Sughrue

Fucking Milo. He was always crazy about seat belts. Wouldn’t ride with me if I didn’t buckle up. So the seat belt saves my ass. That and the failure of the Suburban’s bumper, which rips like pot metal while the two vehicles are turning in the air. When the vehicles land on their wheels, I stay in the seat, while the four Mexican banditos fly like broken dolls through the open doors of the Suburban. My GMC pickup is a total loss, which I hate, the rear axle propped on a small boulder in the shallow river, but I’m mostly okay. Nothing important broken, no arterial bleeding. The Suburban rests nose-down in the middle of the river, but its four occupants are scattered like so much trash on the steep slope above.

As I scrabble up to check the bodies, I hope they’re all dead, skin bags of shattered bone, burst viscera, and blood. But one isn’t. He’s dying but not dead, his flight broken by a clump of prickly pear. And he opens his eyes long enough to see me. I can’t have that, so I take his mini-Uzi, thinking I will do what I have to do. This is no time for ceremony. Although there’s no fire, the explosive dust from the wreck rises like a firestorm in the afternoon sky.

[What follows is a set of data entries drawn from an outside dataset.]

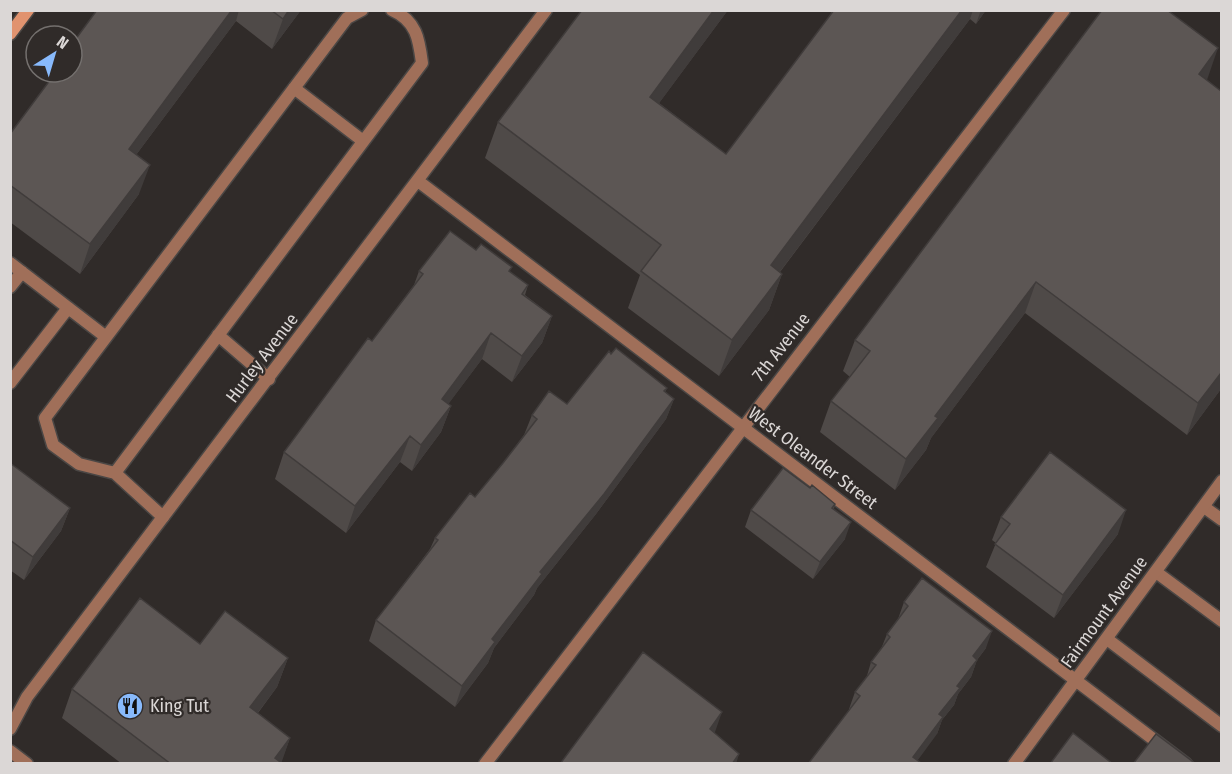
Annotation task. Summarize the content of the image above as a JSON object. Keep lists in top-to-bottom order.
{
  "streets": {
    "street": [
      "7th Avenue",
      "Hurley Avenue",
      "West Oleander Street",
      "Fairmount Avenue"
    ]
  },
  "crossings": [
    ["7th Avenue", "West Oleander Street"],
    ["Hurley Avenue", "West Oleander Street"],
    ["West Oleander Street", "Fairmount Avenue"]
  ],
  "places": {
    "restaurant": ["King Tut"]
  },
  "north": "top right"
}
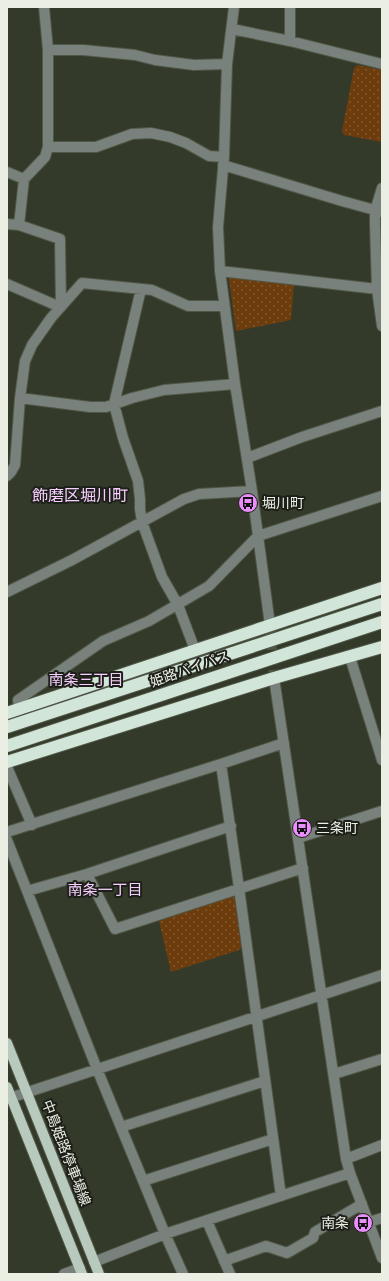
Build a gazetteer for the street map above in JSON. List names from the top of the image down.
{
  "streets": {
    "highway": ["姫路バイパス"],
    "main road": ["中島姫路停車場線"]
  },
  "districts": ["飾磨区堀川町", "南条三丁目", "南条一丁目"],
  "places": {
    "bus stop": ["堀川町", "三条町", "南条"]
  }
}
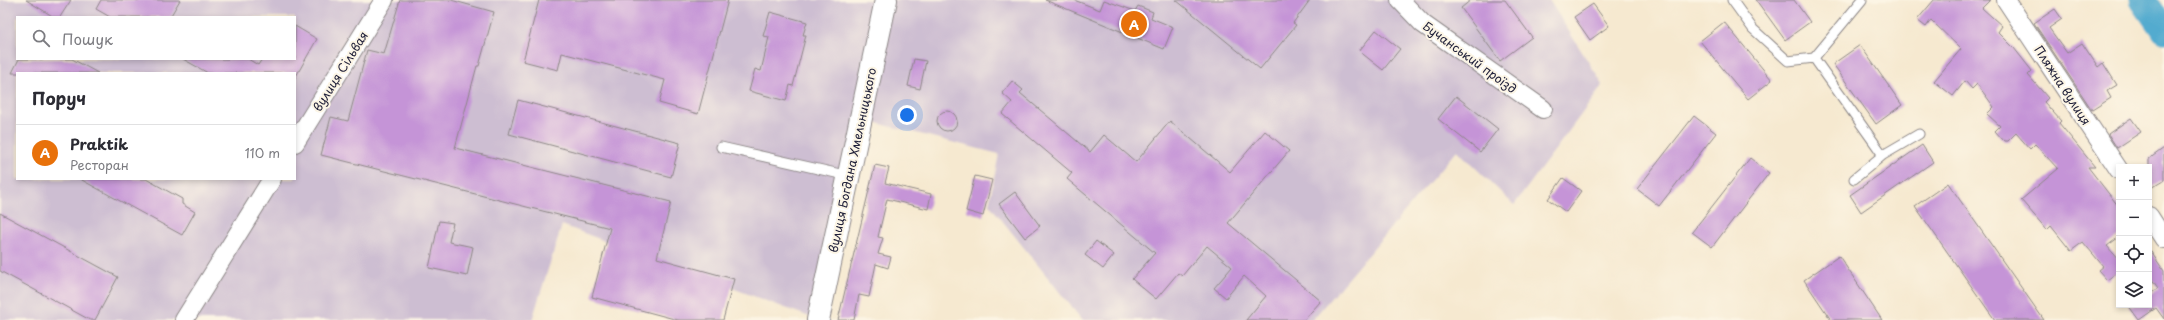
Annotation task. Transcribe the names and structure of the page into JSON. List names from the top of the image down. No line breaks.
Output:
{"streets":{"highway":["вулиця Богдана Хмельницького"],"street":["Бучанський проїзд","вулиця Сільвая","Пляжна вулиця"]},"page":{"pins":"A","search":"Пошук","heading":"Поруч","list":[{"mark":"A","name":"Praktik","note":"Ресторан","value":"110 m"}],"map_buttons":["+","−"]}}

Even as I have the sights of the automatic weapon aimed into the middle of his forehead, the Mexican’s eyes cloud over. Goddamn, I’m tired. Fucker meant to kill me. But I close his sightless eyes before I leave, and find myself jerking a cluster of barbed pear spines from his forehead. Finally, I make myself leave when a red ant crawls between the slack lips. Jesus. For a moment I understand how Milo must have felt when he gave up gunfire. But Milo only has himself to think about. I hammer the license plates off the pickup, hoping it will slow the pursuit, grab a pair of running shoes out of the tool box, wash my bloody head in the river, stretch my legs, then go.

I leave the Uzi behind because I know where to safely cross the Rio Grande after dark, know where my paranoid stashes of weapons and supplies are cached, know I can run to Whitney and Baby Lester before daylight, pray I can beat the bastards to my home.